* [Exercise aim]
Every line below from the one containing "Quick job: Dump" to the final line must be reproduced exactly, and no other line may appear in the answer.

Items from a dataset
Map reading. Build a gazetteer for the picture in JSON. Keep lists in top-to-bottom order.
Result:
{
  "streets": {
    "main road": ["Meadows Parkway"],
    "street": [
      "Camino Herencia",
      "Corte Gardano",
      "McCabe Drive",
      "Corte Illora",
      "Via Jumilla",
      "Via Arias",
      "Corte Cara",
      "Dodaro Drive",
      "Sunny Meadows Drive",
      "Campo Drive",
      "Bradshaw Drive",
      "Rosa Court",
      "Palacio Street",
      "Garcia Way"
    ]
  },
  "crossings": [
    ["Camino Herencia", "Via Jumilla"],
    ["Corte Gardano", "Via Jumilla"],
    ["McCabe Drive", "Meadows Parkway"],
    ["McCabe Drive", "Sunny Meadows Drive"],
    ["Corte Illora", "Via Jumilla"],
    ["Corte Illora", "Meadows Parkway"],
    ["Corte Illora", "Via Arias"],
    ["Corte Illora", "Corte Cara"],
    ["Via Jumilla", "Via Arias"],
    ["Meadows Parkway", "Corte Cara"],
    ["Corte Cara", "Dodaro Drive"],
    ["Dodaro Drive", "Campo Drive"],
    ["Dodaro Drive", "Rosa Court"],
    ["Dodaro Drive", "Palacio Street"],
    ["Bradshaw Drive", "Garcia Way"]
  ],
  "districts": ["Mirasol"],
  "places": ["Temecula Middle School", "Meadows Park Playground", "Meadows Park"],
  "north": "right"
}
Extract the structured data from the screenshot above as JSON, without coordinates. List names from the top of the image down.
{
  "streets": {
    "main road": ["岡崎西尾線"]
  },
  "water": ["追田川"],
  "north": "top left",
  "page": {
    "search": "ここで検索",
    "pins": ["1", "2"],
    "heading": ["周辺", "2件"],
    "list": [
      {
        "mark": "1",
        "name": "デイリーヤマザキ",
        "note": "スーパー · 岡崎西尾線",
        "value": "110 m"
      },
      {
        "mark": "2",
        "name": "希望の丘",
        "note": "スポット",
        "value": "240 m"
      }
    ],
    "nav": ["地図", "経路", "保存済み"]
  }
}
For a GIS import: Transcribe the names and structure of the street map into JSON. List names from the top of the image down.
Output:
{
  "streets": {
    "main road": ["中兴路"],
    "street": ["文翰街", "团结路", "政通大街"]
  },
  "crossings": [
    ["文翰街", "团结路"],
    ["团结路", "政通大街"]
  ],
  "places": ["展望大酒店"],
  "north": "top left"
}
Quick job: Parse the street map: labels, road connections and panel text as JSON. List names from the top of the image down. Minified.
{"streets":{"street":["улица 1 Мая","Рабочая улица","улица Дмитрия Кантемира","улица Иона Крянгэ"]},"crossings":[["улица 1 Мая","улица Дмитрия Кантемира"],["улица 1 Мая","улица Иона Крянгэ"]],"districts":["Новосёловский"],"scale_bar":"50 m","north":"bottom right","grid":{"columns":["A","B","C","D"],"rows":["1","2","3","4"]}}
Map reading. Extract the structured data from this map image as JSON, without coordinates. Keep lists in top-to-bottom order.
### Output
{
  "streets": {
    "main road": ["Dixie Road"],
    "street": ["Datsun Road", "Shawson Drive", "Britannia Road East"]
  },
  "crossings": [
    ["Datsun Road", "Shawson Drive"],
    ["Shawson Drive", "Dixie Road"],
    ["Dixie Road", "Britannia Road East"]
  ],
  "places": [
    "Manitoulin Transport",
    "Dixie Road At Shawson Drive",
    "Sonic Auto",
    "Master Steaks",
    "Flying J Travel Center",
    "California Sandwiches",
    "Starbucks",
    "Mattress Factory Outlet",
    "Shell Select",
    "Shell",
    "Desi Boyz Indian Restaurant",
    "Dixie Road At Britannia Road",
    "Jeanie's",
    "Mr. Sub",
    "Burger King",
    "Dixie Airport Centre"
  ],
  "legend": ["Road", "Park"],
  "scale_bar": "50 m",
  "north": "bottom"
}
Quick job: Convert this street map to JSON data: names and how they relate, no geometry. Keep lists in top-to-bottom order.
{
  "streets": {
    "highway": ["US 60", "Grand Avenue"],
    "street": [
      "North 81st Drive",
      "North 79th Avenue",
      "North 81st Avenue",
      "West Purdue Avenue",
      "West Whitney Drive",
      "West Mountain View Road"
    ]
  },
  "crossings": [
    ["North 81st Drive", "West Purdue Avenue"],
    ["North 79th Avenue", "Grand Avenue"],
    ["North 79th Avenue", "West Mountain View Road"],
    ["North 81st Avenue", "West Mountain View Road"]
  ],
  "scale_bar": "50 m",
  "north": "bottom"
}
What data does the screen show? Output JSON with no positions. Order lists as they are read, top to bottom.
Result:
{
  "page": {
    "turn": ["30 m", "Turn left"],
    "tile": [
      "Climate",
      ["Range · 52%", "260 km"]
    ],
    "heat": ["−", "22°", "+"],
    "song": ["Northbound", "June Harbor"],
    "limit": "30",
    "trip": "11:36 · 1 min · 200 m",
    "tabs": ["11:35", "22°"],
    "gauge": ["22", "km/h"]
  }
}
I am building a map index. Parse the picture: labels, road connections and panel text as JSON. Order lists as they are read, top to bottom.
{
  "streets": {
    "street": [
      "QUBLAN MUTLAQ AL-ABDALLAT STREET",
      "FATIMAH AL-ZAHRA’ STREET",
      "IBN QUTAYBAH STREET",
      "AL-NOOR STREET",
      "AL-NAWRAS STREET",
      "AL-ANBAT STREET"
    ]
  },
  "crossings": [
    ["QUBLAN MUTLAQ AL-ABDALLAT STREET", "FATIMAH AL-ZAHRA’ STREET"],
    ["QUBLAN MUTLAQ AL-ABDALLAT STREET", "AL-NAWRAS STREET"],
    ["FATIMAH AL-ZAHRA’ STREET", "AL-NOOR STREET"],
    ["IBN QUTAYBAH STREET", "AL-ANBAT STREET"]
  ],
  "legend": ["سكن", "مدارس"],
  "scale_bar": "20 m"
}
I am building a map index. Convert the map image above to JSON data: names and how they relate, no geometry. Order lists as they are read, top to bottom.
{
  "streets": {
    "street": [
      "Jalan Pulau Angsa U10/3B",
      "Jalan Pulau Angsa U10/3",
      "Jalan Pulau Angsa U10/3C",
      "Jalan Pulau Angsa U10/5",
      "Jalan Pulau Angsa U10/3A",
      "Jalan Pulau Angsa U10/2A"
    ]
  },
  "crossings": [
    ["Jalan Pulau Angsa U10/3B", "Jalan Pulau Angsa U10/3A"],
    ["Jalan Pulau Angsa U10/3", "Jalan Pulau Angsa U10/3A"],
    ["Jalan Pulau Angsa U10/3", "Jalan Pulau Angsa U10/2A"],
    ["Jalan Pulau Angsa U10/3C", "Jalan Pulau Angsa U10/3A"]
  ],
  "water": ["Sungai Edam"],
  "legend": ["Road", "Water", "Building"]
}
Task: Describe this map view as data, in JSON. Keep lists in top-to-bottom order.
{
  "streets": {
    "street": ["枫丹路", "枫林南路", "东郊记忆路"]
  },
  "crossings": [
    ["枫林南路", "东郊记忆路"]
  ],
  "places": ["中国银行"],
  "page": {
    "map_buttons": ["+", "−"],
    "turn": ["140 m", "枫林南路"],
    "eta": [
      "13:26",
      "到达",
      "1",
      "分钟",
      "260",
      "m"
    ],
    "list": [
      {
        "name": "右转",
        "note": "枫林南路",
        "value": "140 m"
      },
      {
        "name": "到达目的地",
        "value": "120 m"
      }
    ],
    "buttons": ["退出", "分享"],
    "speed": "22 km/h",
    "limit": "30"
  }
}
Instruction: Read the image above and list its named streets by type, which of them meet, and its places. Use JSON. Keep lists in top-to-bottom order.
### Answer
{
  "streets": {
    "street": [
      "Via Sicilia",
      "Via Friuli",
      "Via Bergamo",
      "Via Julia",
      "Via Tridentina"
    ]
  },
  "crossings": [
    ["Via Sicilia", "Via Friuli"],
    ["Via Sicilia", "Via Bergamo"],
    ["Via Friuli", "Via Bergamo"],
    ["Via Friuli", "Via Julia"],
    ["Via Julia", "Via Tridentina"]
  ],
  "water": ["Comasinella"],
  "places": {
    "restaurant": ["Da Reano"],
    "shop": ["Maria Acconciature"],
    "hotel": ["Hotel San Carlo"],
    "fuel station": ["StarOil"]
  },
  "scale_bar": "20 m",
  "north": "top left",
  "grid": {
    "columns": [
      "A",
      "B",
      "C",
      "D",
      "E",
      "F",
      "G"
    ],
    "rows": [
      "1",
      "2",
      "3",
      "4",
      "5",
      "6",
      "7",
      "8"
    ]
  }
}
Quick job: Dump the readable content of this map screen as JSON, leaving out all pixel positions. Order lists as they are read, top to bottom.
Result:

* [Output of the exercise]
Quick job: Dump the readable content of this map screen as JSON, leaving out all pixel positions. Order lists as they are read, top to bottom.
Result:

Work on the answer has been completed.